There is a financial emergency in Nevada, but the answer does not include giving away future state tax dollars to Hollywood executives. Study after study shows that film tax credits, whether for an existing industry or to lure studios or production to a new location, cost more than they bring in. In California, the Legislative Analyst Office found that California had made 65 cents for every dollar spent on film tax credits. An audit conducted for New York State’s Department of Taxation and Finance found their film tax incentives only produced 31 cents in direct and indirect revenue for every dollar spent. Meanwhile, Georgia has built a significant film industry with the lure of tax credits. However, the Georgia State University Fiscal Research Center found that Georgia only saw 19 cents of revenue for every dollar the state spent.

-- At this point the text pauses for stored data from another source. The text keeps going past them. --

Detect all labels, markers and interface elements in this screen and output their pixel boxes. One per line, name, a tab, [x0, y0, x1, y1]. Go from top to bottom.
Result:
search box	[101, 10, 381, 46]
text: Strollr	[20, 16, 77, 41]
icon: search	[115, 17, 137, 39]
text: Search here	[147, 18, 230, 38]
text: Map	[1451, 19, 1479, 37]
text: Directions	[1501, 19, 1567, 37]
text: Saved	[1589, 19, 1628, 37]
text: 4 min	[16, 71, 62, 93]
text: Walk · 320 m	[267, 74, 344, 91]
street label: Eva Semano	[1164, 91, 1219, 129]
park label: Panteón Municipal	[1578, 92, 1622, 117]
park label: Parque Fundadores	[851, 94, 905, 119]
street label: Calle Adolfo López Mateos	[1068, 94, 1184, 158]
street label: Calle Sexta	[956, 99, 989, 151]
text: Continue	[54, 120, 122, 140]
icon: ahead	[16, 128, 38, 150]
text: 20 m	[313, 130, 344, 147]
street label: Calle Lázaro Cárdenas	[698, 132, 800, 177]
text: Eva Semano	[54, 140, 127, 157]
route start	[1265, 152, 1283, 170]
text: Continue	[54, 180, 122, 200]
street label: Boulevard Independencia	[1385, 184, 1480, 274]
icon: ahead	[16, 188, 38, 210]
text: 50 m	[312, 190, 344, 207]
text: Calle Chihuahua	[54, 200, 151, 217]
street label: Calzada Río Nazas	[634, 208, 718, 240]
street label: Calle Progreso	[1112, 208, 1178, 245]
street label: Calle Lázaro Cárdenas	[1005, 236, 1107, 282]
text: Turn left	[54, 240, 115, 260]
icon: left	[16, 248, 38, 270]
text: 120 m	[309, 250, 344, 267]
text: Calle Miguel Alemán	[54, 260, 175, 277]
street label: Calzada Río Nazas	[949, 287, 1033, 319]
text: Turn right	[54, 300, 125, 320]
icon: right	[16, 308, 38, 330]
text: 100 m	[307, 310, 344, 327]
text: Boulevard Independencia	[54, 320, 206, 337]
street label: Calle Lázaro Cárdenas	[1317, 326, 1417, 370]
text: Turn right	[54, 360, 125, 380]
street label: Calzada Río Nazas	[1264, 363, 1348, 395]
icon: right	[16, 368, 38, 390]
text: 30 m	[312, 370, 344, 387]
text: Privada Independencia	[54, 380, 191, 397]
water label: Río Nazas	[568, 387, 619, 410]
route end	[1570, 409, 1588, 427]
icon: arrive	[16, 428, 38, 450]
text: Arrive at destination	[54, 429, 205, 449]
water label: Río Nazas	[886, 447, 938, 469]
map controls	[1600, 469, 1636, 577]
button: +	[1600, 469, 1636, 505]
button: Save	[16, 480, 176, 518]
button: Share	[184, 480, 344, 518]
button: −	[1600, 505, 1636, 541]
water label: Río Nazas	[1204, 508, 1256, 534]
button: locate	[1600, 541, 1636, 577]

That is why the project sponsor’s own financial analysis shows AB5 is a big loser for the State of Nevada, with a net cost of $1,265,581,778. The Legislature’s Fiscal Division agrees. According to Sarah Coffman’s testimony, with the passage of AB5, Nevada’s budget would sink to $351.1M below the minimum ending fund balance by 2031. “As such, expenditures would either have to be cut by those dollar amounts or revenue enhancements would have to be approved.”
During the presentation of AB5, very little attention was paid to these numbers, but much was made about Pre-K funding for the Clark County School District. While $12M per year for Pre-K is great, this is not new revenue. It is a mechanism to capture funds that otherwise would accrue to the County. NSEA supports Pre-K, and like economist J.C. Bradbury pointed out, if you want more Pre-K funding, just provide it directly.
In terms of impact to CCSD, the decreased revenue to the state caused by AB5 would mean a loss of over $20M/year in support from the state’s Education Fund through the current school funding formula. CCSD may be the sole beneficiary of Pre-K funds, but like every other school district in Nevada, will lose funding with the passage of AB5.
We urge legislators to reject AB5 in the strongest possible way and turn to working on the real financial crisis looming over the state.